Study material -
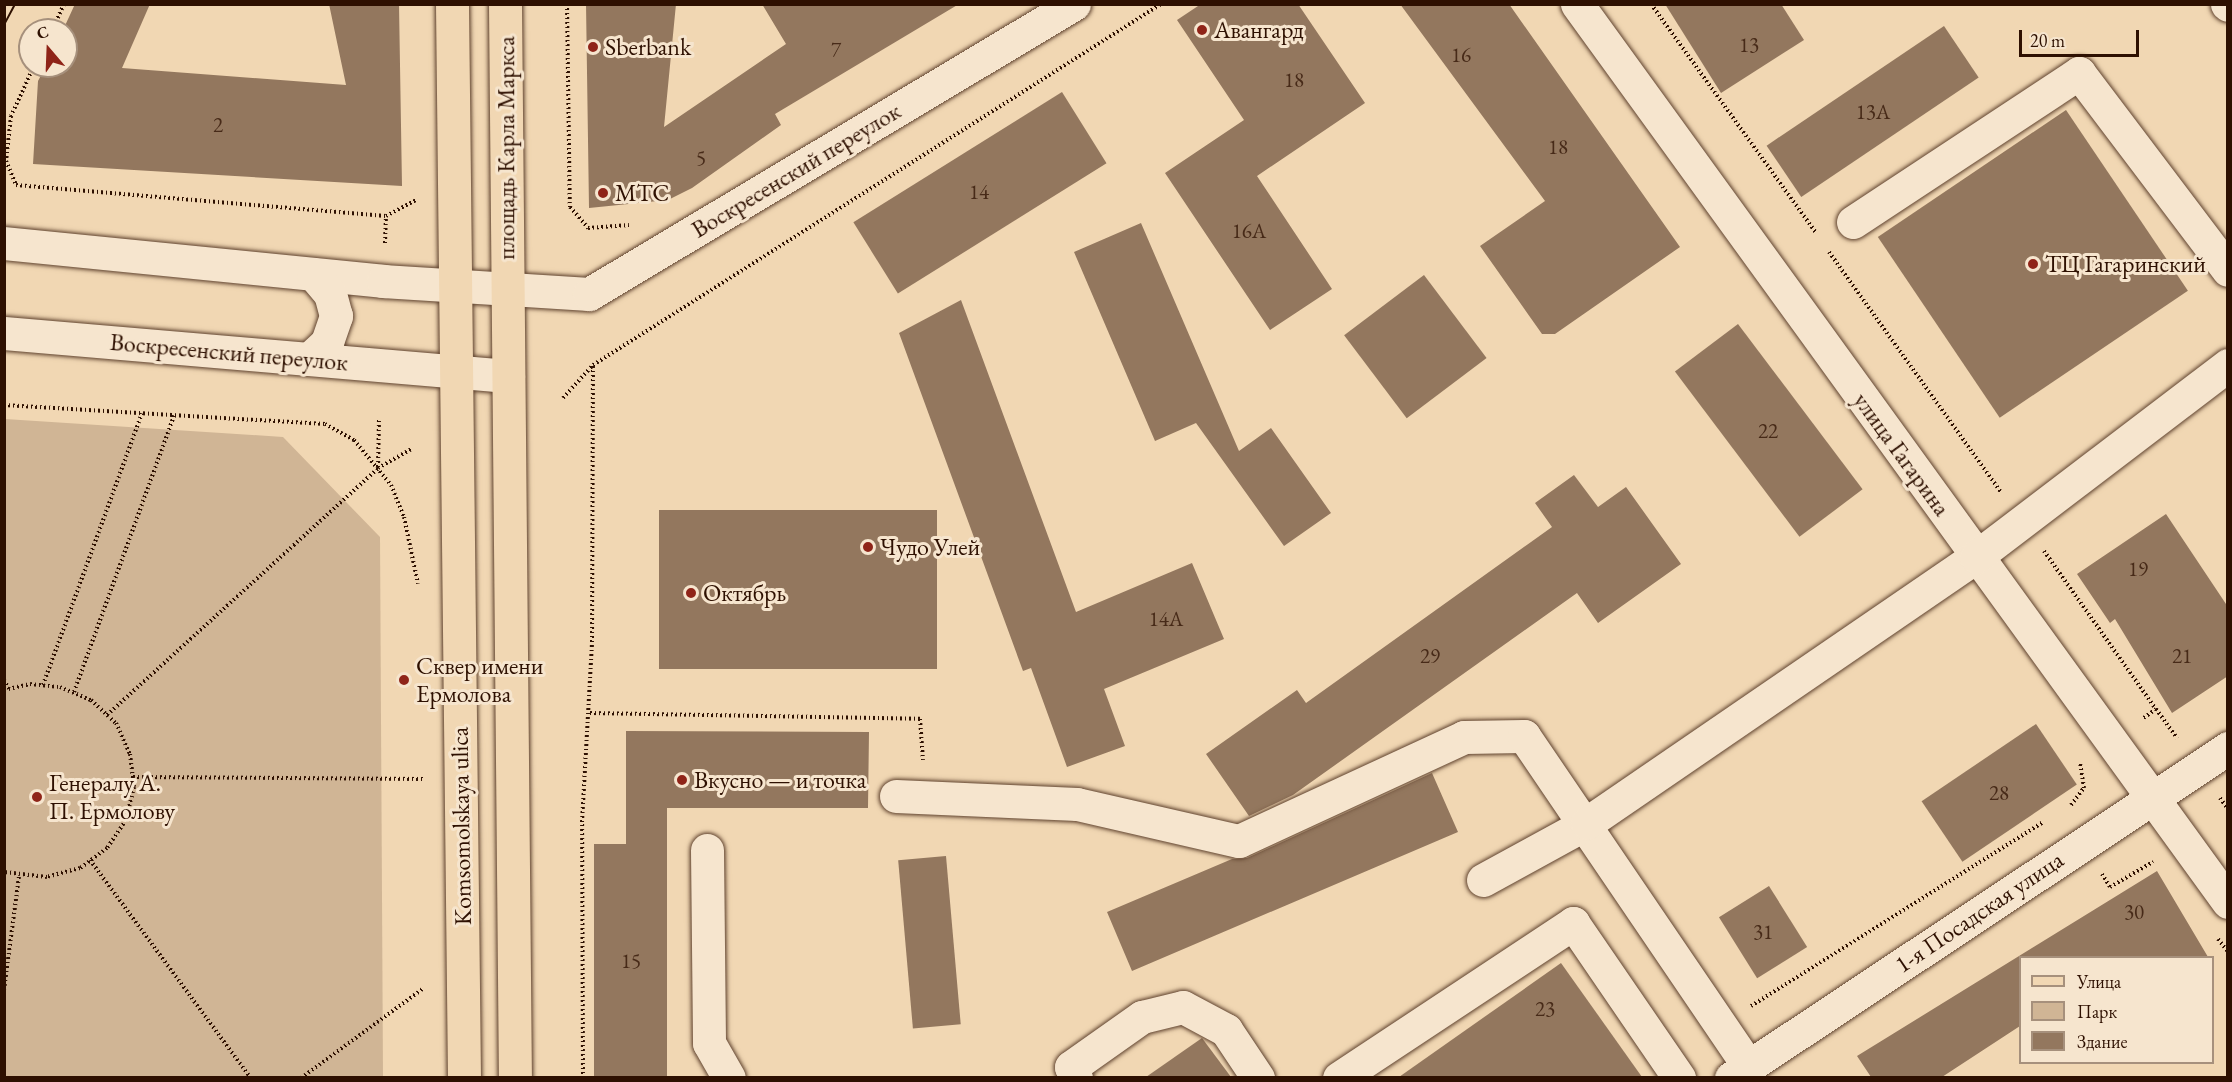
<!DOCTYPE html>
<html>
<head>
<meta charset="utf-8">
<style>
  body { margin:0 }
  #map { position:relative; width:2232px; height:1082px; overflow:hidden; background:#f1d7b3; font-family:"EB Garamond",serif }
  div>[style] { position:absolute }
  .green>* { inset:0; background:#d0b595 }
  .building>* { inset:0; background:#93775e; transform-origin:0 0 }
  .path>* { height:4px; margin-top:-2px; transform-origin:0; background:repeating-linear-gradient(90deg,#2e1001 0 1.5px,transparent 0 4.5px) }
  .roads { filter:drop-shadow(0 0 2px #5f422e) drop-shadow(0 0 2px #5f422e) }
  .minor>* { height:33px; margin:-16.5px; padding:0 16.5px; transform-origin:16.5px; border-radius:16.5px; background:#f6e5ce }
  .major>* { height:33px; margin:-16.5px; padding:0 16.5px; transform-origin:16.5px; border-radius:16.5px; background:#f1d7b3 }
  .tram>* { height:1.5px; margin:-0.75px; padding:0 0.75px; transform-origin:0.75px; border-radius:0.75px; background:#2e1001 }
  .dots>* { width:16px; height:16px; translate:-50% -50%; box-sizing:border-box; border:3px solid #f6e5ce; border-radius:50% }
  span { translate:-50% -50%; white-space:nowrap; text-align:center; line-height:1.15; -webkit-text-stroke:6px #f6e5ce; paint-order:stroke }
  .number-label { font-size:21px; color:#472a18 }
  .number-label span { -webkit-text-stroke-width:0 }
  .poi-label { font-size:24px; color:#2e1001 }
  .left { translate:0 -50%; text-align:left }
  .street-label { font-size:24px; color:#2e1001 }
  .frame { position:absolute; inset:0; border:6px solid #2e1001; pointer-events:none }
  .legend { position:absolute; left:2019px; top:956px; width:195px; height:108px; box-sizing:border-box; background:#f6e5ce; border:2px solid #a6907c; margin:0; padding:8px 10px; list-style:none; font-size:18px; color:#2e1001 }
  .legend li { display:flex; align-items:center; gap:12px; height:30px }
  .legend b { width:30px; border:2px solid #a6907c }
  .north { position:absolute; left:18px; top:18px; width:60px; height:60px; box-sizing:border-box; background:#f6e5ce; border:2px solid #a6907c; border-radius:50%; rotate:341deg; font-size:16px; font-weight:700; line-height:24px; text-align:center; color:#2e1001 }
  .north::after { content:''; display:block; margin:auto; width:21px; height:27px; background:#8f2418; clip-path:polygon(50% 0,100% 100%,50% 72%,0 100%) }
  .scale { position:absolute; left:2019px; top:30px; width:120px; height:27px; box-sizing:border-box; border:3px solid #2e1001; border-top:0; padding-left:8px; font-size:18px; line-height:21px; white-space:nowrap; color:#2e1001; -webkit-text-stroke:4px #f6e5ce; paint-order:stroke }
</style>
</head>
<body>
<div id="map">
  <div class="green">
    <div style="clip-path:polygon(5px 419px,283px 437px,380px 537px,383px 1077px,5px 1077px)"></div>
  </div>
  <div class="building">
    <div style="clip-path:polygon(75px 4px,150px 4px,122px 68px,346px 85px,329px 4px,399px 4px,402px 186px,33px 164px,38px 81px,46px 66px,66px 66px,63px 30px)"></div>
    <div style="clip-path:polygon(586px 4px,676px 4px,664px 127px,786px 44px,762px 4px,959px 4px,775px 114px,781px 125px,692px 188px,668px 200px,589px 208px)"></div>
    <div style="clip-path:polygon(1201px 4px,1298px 4px,1365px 103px,1257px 176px,1332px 289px,1270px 330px,1165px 173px,1244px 120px,1177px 20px)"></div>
    <div style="clip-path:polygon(1400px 4px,1509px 4px,1680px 247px,1555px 334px,1542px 334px,1480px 246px,1545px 201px)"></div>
    <div style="clip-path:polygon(1665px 4px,1781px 4px,1804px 40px,1721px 93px)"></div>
    <div style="left:1944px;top:26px;width:62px;height:214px;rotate:56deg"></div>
    <div style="left:1062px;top:92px;width:84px;height:246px;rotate:58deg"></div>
    <div style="left:2066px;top:110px;width:218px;height:227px;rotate:56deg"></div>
    <div style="clip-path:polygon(1141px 223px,1239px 451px,1271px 428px,1331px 513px,1284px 546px,1196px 423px,1155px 441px,1074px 252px)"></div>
    <div style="left:1424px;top:275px;width:104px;height:100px;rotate:53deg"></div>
    <div style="clip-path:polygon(961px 300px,1076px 612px,1192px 563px,1224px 639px,1104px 689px,1125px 746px,1067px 767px,1031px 668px,1023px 671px,899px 333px)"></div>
    <div style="left:1738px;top:324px;width:207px;height:79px;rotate:53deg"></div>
    <div style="clip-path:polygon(1574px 475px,1598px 507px,1626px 487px,1681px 564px,1598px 623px,1577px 593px,1293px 795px,1249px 816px,1206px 754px,1297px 690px,1306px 703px,1552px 527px,1535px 503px)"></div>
    <div style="left:659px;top:510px;width:278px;height:159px"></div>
    <div style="clip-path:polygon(2166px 514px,2228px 607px,2228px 676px,2172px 713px,2115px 619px,2110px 623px,2077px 574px)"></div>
    <div style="left:2036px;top:724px;width:73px;height:138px;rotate:56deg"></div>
    <div style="clip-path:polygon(626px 731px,869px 732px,868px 808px,667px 808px,667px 1077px,594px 1077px,594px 844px,626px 844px)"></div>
    <div style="clip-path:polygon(1432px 773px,1458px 832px,1132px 971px,1107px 912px,1232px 859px,1247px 858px)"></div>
    <div style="left:946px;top:856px;width:169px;height:48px;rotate:85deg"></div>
    <div style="clip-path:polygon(2157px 871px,2208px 957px,2020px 957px,2020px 1026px,1942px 1077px,1871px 1077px,1857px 1056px)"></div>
    <div style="left:1769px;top:886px;width:72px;height:59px;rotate:58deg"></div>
    <div style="clip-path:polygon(1561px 963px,1642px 1077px,1399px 1077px)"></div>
    <div style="clip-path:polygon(1202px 1038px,1231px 1077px,1146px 1077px)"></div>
  </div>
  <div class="path">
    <div style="left:567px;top:4px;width:203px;rotate:89.2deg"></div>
    <div style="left:570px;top:207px;width:28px;rotate:49deg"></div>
    <div style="left:588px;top:228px;width:41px;rotate:-4.2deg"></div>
    <div style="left:1651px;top:4px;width:282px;rotate:54.2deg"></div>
    <div style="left:52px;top:30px;width:29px;rotate:-65deg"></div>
    <div style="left:34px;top:66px;width:55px;rotate:114.7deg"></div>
    <div style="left:11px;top:116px;width:45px;rotate:96.3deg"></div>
    <div style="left:6px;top:161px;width:26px;rotate:67deg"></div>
    <div style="left:16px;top:185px;width:371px;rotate:4.8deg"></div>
    <div style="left:386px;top:216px;width:34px;rotate:-28deg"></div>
    <div style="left:385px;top:243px;width:27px;rotate:-88deg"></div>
    <div style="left:1829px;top:252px;width:295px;rotate:54.4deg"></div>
    <div style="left:563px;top:398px;width:45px;rotate:-47.7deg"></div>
    <div style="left:593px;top:365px;width:673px;rotate:-32.44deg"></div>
    <div style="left:4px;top:405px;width:322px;rotate:3.4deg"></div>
    <div style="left:325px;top:424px;width:33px;rotate:29deg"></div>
    <div style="left:354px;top:440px;width:58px;rotate:50.6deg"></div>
    <div style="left:391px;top:485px;width:35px;rotate:68deg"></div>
    <div style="left:404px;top:517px;width:68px;rotate:78.2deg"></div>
    <div style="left:378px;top:467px;width:48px;rotate:-88.8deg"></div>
    <div style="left:2044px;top:551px;width:194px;rotate:54.7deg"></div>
    <div style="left:2156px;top:709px;width:17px;rotate:144deg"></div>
    <div style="left:4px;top:680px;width:10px;rotate:61deg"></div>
    <div style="left:43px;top:685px;width:289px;rotate:-70deg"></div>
    <div style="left:4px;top:690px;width:27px;rotate:-13deg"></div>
    <div style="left:30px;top:684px;width:30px;rotate:6deg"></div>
    <div style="left:60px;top:687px;width:34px;rotate:23deg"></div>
    <div style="left:91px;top:700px;width:34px;rotate:43deg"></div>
    <div style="left:116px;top:723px;width:34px;rotate:66deg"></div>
    <div style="left:130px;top:754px;width:33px;rotate:83deg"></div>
    <div style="left:134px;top:787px;width:34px;rotate:104deg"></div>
    <div style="left:126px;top:820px;width:34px;rotate:124deg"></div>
    <div style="left:107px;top:848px;width:34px;rotate:143deg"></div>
    <div style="left:80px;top:868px;width:34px;rotate:165deg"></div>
    <div style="left:47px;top:877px;width:43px;rotate:-173.4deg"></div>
    <div style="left:74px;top:692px;width:294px;rotate:-70.1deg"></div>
    <div style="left:2156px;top:709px;width:36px;rotate:54deg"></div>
    <div style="left:590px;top:713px;width:330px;rotate:1deg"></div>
    <div style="left:920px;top:719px;width:41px;rotate:85.8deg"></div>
    <div style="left:107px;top:715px;width:367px;rotate:-42.3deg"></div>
    <div style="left:378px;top:468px;width:40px;rotate:-29.7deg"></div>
    <div style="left:133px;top:777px;width:290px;rotate:0.4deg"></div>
    <div style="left:2220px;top:798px;width:14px;rotate:54deg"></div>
    <div style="left:2071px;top:805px;width:21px;rotate:-53deg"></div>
    <div style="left:2084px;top:788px;width:25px;rotate:-99deg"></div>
    <div style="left:90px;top:860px;width:271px;rotate:53.6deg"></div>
    <div style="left:2102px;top:874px;width:15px;rotate:58deg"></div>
    <div style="left:2110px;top:887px;width:50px;rotate:-30.2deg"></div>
    <div style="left:2218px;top:939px;width:16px;rotate:52deg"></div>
    <div style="left:4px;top:990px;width:115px;rotate:-82.5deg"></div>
    <div style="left:1751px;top:1006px;width:344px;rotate:-32.2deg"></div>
    <div style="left:301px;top:1078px;width:152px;rotate:-36.2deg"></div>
    <div style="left:583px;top:1078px;width:256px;rotate:-90.2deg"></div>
    <div style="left:582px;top:822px;width:180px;rotate:-86.8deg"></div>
    <div style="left:592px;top:642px;width:277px;rotate:-89.8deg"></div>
  </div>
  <div class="roads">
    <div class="minor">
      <div style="left:1577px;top:4px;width:1109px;rotate:54.06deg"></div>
      <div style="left:2227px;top:4px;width:1px;rotate:45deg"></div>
      <div style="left:1853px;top:222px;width:271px;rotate:-33.4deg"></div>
      <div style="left:2079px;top:73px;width:247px;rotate:52.9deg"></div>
      <div style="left:4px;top:243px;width:381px;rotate:5.7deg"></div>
      <div style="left:383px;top:281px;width:206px;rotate:3.6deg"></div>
      <div style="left:589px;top:294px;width:565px;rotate:-30.88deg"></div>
      <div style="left:4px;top:333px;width:506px;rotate:4.88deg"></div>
      <div style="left:309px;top:359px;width:25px;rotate:-43deg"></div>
      <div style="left:327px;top:342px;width:28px;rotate:-71deg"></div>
      <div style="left:336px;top:316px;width:23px;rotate:-105deg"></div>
      <div style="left:330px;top:294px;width:26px;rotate:-130deg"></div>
      <div style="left:896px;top:796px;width:181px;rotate:2.5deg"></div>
      <div style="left:1077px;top:804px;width:166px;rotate:12.9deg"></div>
      <div style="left:1239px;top:841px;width:248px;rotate:-24.8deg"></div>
      <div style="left:1464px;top:737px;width:60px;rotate:-1deg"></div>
      <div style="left:1524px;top:736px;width:399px;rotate:55.8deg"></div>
      <div style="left:707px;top:850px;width:193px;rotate:89.4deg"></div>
      <div style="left:709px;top:1043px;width:40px;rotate:60.3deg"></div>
      <div style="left:1483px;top:880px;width:119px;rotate:-28.7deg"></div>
      <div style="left:1587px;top:823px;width:471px;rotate:-34.4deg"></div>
      <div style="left:1976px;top:557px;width:317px;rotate:-37.3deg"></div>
      <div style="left:1076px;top:1078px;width:12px;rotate:-114deg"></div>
      <div style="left:1071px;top:1067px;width:87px;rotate:-35.2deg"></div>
      <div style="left:1142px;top:1017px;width:42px;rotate:-13.7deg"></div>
      <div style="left:1183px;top:1007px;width:49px;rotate:28.1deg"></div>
      <div style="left:1226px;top:1030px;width:58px;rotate:56.3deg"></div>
      <div style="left:1339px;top:1078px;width:281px;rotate:-33.5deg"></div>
      <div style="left:1573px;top:923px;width:188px;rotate:55.6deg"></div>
      <div style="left:1731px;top:1078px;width:597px;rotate:-33.58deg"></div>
    </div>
    <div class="major">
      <div style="left:452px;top:4px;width:1074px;rotate:89.36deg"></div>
      <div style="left:505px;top:4px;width:1074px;rotate:89.47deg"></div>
    </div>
  </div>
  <div class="tram">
    <div style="left:4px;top:25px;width:24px;rotate:-62deg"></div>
  </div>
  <div class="dots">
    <div style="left:1202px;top:30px;background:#8f2418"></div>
    <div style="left:593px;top:47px;background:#8f2418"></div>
    <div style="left:603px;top:193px;background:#8f2418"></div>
    <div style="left:2033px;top:264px;background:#8f2418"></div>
    <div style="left:868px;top:547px;background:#8f2418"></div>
    <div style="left:691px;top:593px;background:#8f2418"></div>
    <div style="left:404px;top:680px;background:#8f2418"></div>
    <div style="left:682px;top:780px;background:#8f2418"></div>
    <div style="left:37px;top:797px;background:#8f2418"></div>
  </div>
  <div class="number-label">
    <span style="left:1749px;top:45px">13</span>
    <span style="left:836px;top:50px">7</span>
    <span style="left:1461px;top:55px">16</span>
    <span style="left:1294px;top:80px">18</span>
    <span style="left:1873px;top:112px">13А</span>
    <span style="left:218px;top:125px">2</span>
    <span style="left:1558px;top:147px">18</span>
    <span style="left:701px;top:158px">5</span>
    <span style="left:979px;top:192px">14</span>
    <span style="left:1249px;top:231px">16А</span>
    <span style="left:1768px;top:431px">22</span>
    <span style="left:2138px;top:569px">19</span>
    <span style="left:1166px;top:619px">14А</span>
    <span style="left:1430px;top:656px">29</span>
    <span style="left:2182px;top:656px">21</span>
    <span style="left:1999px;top:793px">28</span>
    <span style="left:2134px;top:912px">30</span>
    <span style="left:1763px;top:932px">31</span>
    <span style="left:631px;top:961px">15</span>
    <span style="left:1545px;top:1009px">23</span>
  </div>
  <div class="poi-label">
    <span class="left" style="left:1214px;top:30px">Авангард</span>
    <span class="left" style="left:605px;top:47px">Sberbank</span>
    <span class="left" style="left:615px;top:193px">МТС</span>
    <span class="left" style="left:2045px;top:264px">ТЦ Гагаринский</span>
    <span class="left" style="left:880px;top:547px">Чудо Улей</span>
    <span class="left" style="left:703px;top:593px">Октябрь</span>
    <span class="left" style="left:416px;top:680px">Сквер имени<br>Ермолова</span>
    <span class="left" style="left:694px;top:780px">Вкусно — и точка</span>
    <span class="left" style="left:49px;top:797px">Генералу А.<br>П. Ермолову</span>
  </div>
  <div class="street-label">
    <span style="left:506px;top:148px;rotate:-90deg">площадь Карла Маркса</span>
    <span style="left:796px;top:170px;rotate:-31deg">Воскресенский переулок</span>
    <span style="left:229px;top:352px;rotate:5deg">Воскресенский переулок</span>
    <span style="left:1902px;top:454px;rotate:54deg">улица Гагарина</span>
    <span style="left:461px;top:826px;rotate:-91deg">Komsomolskaya ulica</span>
    <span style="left:1979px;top:912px;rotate:-34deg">1-я Посадская улица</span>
  </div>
  <div class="frame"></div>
  <ul class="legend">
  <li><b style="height:8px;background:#f1d7b3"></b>Улица</li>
  <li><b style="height:16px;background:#d0b595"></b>Парк</li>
  <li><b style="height:16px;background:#93775e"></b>Здание</li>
  </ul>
  <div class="north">С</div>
  <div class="scale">20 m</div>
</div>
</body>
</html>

Aim of the exercise -
Everything above from the line containing "position:relative; width:2232px; height:1082px;" down to the line containing "position:absolute; left:2019px; top:956px;" is to be transcribed exactly, with both of those lines included and nothing else added.

Exercise solution -
  #map { position:relative; width:2232px; height:1082px; overflow:hidden; background:#f1d7b3; font-family:"EB Garamond",serif }
  div>[style] { position:absolute }
  .green>* { inset:0; background:#d0b595 }
  .building>* { inset:0; background:#93775e; transform-origin:0 0 }
  .path>* { height:4px; margin-top:-2px; transform-origin:0; background:repeating-linear-gradient(90deg,#2e1001 0 1.5px,transparent 0 4.5px) }
  .roads { filter:drop-shadow(0 0 2px #5f422e) drop-shadow(0 0 2px #5f422e) }
  .minor>* { height:33px; margin:-16.5px; padding:0 16.5px; transform-origin:16.5px; border-radius:16.5px; background:#f6e5ce }
  .major>* { height:33px; margin:-16.5px; padding:0 16.5px; transform-origin:16.5px; border-radius:16.5px; background:#f1d7b3 }
  .tram>* { height:1.5px; margin:-0.75px; padding:0 0.75px; transform-origin:0.75px; border-radius:0.75px; background:#2e1001 }
  .dots>* { width:16px; height:16px; translate:-50% -50%; box-sizing:border-box; border:3px solid #f6e5ce; border-radius:50% }
  span { translate:-50% -50%; white-space:nowrap; text-align:center; line-height:1.15; -webkit-text-stroke:6px #f6e5ce; paint-order:stroke }
  .number-label { font-size:21px; color:#472a18 }
  .number-label span { -webkit-text-stroke-width:0 }
  .poi-label { font-size:24px; color:#2e1001 }
  .left { translate:0 -50%; text-align:left }
  .street-label { font-size:24px; color:#2e1001 }
  .frame { position:absolute; inset:0; border:6px solid #2e1001; pointer-events:none }
  .legend { position:absolute; left:2019px; top:956px; width:195px; height:108px; box-sizing:border-box; background:#f6e5ce; border:2px solid #a6907c; margin:0; padding:8px 10px; list-style:none; font-size:18px; color:#2e1001 }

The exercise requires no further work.